Start of Source data

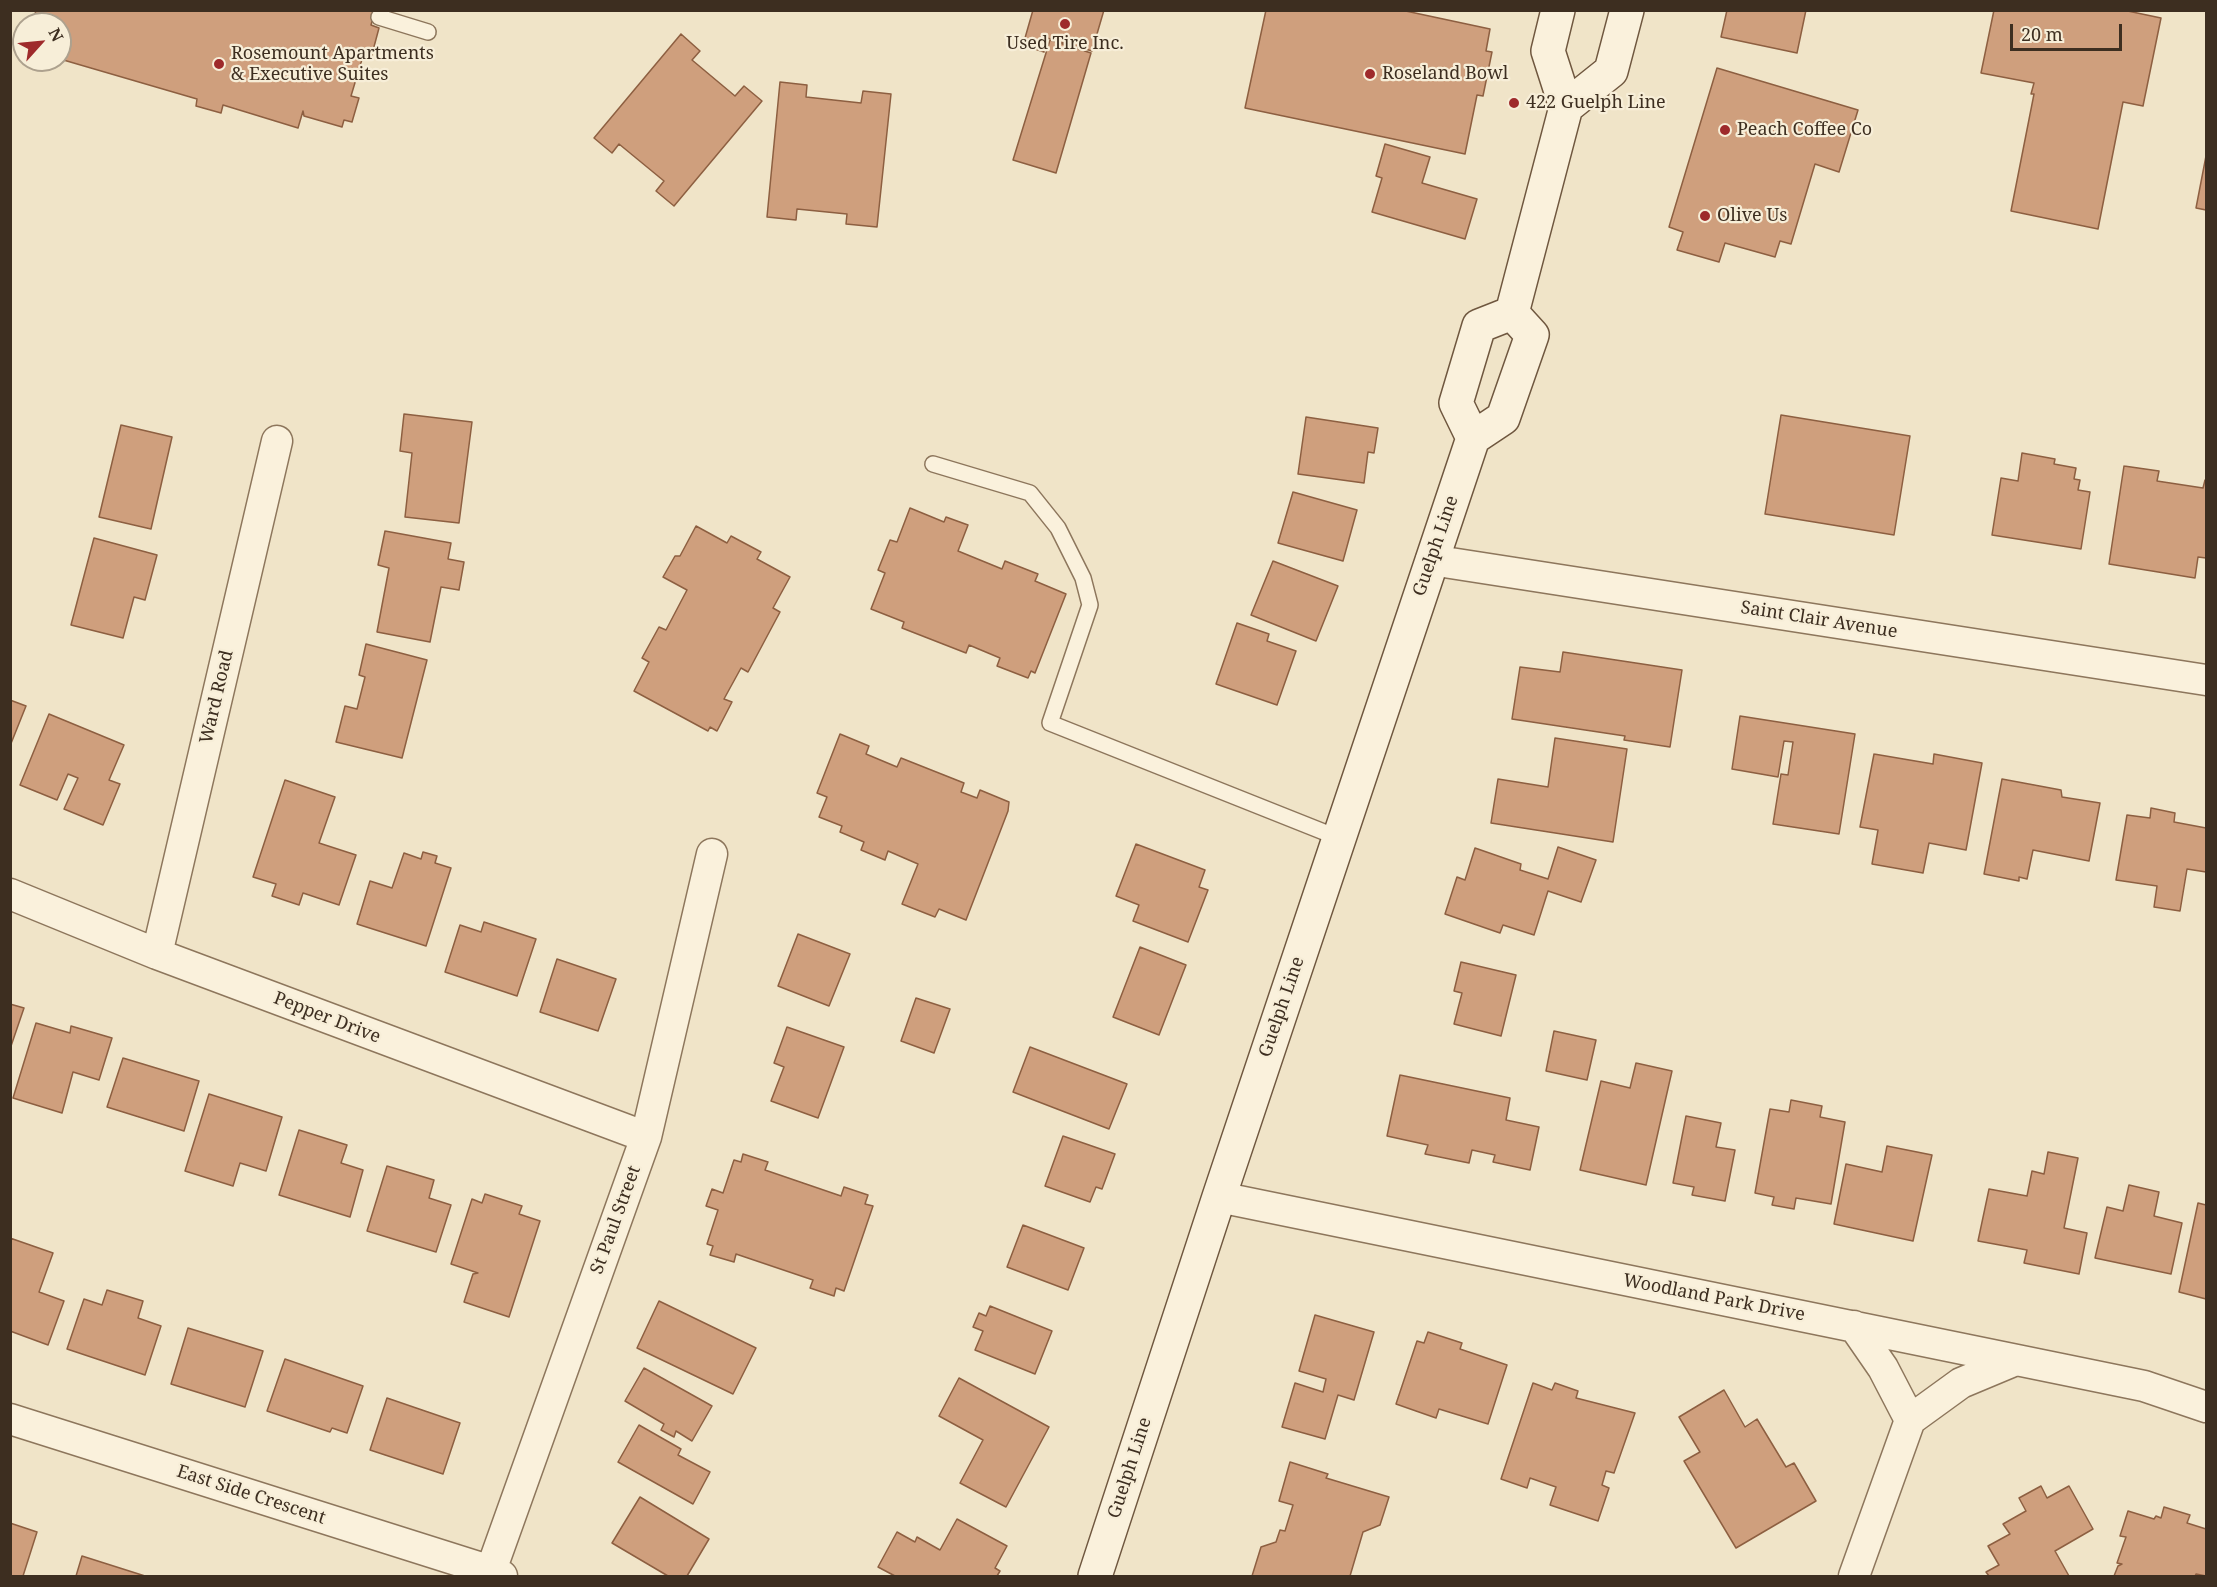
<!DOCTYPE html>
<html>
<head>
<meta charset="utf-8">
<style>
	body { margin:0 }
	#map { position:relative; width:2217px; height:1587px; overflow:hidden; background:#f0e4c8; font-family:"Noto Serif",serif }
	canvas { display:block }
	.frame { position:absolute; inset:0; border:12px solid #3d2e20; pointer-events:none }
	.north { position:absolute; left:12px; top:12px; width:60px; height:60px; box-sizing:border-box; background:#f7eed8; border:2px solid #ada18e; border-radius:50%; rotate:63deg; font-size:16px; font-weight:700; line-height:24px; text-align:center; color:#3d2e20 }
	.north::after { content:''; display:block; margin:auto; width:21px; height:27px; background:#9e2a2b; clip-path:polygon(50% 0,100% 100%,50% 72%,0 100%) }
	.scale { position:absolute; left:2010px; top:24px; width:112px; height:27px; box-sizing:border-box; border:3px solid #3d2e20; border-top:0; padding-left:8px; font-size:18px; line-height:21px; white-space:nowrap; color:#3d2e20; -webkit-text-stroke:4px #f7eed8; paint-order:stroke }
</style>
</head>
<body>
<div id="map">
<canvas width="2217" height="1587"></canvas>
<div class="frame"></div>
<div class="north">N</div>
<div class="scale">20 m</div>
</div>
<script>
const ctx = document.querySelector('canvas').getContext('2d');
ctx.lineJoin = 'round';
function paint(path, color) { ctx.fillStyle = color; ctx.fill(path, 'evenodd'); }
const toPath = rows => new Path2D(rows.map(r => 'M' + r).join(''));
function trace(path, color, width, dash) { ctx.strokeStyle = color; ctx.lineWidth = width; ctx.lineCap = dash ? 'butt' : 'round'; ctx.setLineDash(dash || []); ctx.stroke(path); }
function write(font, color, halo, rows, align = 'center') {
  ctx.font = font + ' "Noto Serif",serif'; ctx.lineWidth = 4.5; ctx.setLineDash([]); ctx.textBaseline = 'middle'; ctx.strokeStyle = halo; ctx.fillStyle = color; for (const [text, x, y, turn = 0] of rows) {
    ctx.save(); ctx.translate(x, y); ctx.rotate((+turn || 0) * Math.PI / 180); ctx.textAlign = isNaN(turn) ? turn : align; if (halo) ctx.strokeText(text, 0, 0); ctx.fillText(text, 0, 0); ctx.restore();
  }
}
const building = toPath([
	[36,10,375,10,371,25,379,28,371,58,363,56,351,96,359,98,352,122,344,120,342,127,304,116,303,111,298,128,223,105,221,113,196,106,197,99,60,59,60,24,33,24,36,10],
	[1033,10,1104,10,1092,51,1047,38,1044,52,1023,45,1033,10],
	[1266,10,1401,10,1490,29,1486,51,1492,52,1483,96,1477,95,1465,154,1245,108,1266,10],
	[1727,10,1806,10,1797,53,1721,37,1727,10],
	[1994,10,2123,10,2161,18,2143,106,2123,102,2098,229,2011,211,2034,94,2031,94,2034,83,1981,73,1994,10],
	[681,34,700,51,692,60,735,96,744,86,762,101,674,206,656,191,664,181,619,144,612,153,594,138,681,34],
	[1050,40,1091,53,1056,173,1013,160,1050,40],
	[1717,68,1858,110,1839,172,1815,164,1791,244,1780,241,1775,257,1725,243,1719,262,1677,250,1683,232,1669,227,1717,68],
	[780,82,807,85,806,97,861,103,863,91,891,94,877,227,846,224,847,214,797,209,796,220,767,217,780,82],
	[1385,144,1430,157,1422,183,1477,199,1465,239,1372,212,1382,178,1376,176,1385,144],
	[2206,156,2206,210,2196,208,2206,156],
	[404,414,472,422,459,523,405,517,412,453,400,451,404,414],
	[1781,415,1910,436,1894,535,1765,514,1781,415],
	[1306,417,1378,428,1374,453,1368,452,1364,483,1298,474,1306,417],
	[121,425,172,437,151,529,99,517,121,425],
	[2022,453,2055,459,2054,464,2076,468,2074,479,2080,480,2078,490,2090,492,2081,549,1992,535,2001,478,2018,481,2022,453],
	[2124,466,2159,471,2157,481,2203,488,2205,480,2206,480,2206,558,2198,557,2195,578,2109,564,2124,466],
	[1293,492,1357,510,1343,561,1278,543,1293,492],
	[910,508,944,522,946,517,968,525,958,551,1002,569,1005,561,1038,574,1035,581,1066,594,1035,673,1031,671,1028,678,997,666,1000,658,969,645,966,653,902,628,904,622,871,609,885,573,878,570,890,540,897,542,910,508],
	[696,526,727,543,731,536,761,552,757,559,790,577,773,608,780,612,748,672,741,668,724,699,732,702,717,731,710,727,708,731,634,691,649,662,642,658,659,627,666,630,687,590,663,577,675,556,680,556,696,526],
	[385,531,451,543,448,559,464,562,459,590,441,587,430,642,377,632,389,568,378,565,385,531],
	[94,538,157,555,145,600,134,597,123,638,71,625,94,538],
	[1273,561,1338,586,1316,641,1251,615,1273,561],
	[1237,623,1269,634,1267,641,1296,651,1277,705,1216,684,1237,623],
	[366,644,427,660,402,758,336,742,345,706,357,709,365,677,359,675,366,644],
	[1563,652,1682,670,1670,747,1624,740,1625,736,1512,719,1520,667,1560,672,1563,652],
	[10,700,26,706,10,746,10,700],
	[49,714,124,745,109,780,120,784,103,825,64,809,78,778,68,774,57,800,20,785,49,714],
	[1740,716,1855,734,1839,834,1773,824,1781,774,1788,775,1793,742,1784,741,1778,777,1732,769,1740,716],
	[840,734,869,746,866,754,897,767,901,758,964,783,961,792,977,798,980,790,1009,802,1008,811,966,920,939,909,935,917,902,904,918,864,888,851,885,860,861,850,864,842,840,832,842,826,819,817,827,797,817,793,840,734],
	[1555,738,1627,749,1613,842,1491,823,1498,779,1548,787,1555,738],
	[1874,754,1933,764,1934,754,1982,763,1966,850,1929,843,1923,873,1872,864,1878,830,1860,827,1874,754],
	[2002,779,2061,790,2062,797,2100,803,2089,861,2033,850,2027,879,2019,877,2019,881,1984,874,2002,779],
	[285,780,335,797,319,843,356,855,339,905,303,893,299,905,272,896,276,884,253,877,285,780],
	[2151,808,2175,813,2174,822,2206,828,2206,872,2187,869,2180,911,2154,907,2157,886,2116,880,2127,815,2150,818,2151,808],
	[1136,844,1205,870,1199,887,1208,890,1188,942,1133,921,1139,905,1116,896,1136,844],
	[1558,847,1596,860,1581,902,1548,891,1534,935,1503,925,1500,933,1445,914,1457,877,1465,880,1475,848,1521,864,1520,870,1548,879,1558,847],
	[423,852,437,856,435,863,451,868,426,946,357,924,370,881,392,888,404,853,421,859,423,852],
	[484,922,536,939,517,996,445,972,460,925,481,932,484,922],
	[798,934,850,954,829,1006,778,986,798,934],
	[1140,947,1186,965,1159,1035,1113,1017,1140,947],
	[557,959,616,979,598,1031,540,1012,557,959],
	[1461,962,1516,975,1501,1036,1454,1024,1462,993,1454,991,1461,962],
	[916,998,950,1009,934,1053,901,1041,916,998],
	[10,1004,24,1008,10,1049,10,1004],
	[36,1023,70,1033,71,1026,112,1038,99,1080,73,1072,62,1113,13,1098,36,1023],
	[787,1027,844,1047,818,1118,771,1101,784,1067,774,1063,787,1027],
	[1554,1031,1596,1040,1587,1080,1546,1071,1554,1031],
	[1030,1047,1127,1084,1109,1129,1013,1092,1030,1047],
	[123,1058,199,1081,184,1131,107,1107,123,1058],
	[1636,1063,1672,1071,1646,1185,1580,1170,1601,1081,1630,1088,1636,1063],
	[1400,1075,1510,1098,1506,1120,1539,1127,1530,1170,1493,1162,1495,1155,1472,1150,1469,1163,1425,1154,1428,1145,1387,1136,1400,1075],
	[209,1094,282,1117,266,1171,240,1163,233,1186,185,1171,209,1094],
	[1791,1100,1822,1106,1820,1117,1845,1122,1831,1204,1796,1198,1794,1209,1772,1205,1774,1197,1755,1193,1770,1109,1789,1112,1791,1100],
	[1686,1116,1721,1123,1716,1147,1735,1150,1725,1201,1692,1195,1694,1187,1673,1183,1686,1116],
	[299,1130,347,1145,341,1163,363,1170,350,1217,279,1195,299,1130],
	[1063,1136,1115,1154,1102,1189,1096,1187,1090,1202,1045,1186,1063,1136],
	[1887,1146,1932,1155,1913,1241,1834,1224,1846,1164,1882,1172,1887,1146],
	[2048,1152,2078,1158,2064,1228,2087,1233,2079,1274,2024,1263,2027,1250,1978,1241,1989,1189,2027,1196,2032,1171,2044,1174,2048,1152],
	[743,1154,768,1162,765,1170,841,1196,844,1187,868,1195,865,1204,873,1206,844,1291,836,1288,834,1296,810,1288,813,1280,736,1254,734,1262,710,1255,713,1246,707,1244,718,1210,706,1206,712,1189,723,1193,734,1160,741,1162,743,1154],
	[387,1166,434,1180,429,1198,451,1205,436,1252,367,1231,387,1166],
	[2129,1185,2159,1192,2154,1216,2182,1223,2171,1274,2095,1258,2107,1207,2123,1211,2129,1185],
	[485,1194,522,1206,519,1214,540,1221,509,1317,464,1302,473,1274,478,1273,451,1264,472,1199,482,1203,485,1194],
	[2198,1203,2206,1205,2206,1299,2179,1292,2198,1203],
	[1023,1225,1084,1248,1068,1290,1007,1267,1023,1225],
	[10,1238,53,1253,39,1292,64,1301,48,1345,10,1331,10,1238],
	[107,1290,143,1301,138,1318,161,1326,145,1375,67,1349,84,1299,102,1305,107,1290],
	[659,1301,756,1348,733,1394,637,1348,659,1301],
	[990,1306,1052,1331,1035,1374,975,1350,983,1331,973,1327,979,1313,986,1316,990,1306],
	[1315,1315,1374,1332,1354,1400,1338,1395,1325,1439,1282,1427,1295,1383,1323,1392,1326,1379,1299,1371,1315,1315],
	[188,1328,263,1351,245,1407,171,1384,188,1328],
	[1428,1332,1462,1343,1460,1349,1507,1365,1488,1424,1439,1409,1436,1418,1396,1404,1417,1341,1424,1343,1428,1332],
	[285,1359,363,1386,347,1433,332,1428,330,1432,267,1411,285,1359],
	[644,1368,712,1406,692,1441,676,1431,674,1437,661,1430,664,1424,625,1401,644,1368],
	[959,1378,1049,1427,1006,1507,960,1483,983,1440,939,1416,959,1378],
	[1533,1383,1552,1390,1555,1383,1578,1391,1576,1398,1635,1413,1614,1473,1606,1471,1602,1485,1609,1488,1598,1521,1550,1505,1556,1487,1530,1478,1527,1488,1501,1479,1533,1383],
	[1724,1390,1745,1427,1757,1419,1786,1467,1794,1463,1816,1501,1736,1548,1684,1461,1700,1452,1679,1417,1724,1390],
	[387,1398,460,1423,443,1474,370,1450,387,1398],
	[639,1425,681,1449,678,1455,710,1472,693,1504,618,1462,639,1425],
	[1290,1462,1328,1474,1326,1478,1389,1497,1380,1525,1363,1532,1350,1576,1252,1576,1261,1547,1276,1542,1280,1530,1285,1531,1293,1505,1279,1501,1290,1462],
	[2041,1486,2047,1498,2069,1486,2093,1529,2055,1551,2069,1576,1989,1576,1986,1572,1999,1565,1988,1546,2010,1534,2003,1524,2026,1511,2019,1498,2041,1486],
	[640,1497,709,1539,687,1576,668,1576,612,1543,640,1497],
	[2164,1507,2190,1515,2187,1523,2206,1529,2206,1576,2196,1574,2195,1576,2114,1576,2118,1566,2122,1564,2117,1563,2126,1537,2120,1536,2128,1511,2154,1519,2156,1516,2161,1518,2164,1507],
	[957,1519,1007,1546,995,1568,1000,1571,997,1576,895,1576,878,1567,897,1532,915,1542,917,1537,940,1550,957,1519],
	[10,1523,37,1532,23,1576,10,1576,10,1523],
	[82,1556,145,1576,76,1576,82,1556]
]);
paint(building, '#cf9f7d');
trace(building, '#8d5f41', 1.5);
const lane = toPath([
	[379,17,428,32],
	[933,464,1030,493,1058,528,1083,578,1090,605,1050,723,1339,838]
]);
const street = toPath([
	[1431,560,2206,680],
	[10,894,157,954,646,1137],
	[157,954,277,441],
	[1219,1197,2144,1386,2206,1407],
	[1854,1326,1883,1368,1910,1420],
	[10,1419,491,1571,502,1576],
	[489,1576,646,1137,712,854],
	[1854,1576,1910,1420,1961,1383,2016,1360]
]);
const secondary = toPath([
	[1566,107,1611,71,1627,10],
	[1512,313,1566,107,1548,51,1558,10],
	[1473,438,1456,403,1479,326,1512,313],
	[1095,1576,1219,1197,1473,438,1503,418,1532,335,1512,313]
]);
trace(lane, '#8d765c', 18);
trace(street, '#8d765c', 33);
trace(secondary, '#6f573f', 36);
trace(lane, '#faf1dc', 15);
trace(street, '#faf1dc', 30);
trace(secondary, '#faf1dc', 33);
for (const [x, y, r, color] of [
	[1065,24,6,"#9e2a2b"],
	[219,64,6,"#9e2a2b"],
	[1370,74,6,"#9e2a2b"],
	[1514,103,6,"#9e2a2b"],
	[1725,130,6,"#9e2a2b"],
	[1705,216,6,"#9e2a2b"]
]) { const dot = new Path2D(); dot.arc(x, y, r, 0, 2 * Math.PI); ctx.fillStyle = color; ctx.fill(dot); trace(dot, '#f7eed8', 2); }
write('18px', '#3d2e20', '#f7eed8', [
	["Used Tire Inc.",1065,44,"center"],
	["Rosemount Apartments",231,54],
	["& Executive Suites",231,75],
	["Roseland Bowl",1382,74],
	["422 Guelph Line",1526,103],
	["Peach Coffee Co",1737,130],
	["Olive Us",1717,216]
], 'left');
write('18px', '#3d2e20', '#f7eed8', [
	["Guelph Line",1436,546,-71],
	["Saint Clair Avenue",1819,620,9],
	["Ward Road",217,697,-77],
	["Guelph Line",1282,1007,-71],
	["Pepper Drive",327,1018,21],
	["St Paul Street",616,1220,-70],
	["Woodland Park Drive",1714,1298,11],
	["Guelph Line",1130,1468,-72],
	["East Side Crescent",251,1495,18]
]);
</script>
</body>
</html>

End of Source data

Your instructions:
Take the material above from its first line through the line holding "function write(font, color, halo, rows, align" and set it down exactly, without the pictures.

Task response:
<!DOCTYPE html>
<html>
<head>
<meta charset="utf-8">
<style>
	body { margin:0 }
	#map { position:relative; width:2217px; height:1587px; overflow:hidden; background:#f0e4c8; font-family:"Noto Serif",serif }
	canvas { display:block }
	.frame { position:absolute; inset:0; border:12px solid #3d2e20; pointer-events:none }
	.north { position:absolute; left:12px; top:12px; width:60px; height:60px; box-sizing:border-box; background:#f7eed8; border:2px solid #ada18e; border-radius:50%; rotate:63deg; font-size:16px; font-weight:700; line-height:24px; text-align:center; color:#3d2e20 }
	.north::after { content:''; display:block; margin:auto; width:21px; height:27px; background:#9e2a2b; clip-path:polygon(50% 0,100% 100%,50% 72%,0 100%) }
	.scale { position:absolute; left:2010px; top:24px; width:112px; height:27px; box-sizing:border-box; border:3px solid #3d2e20; border-top:0; padding-left:8px; font-size:18px; line-height:21px; white-space:nowrap; color:#3d2e20; -webkit-text-stroke:4px #f7eed8; paint-order:stroke }
</style>
</head>
<body>
<div id="map">
<canvas width="2217" height="1587"></canvas>
<div class="frame"></div>
<div class="north">N</div>
<div class="scale">20 m</div>
</div>
<script>
const ctx = document.querySelector('canvas').getContext('2d');
ctx.lineJoin = 'round';
function paint(path, color) { ctx.fillStyle = color; ctx.fill(path, 'evenodd'); }
const toPath = rows => new Path2D(rows.map(r => 'M' + r).join(''));
function trace(path, color, width, dash) { ctx.strokeStyle = color; ctx.lineWidth = width; ctx.lineCap = dash ? 'butt' : 'round'; ctx.setLineDash(dash || []); ctx.stroke(path); }
function write(font, color, halo, rows, align = 'center') {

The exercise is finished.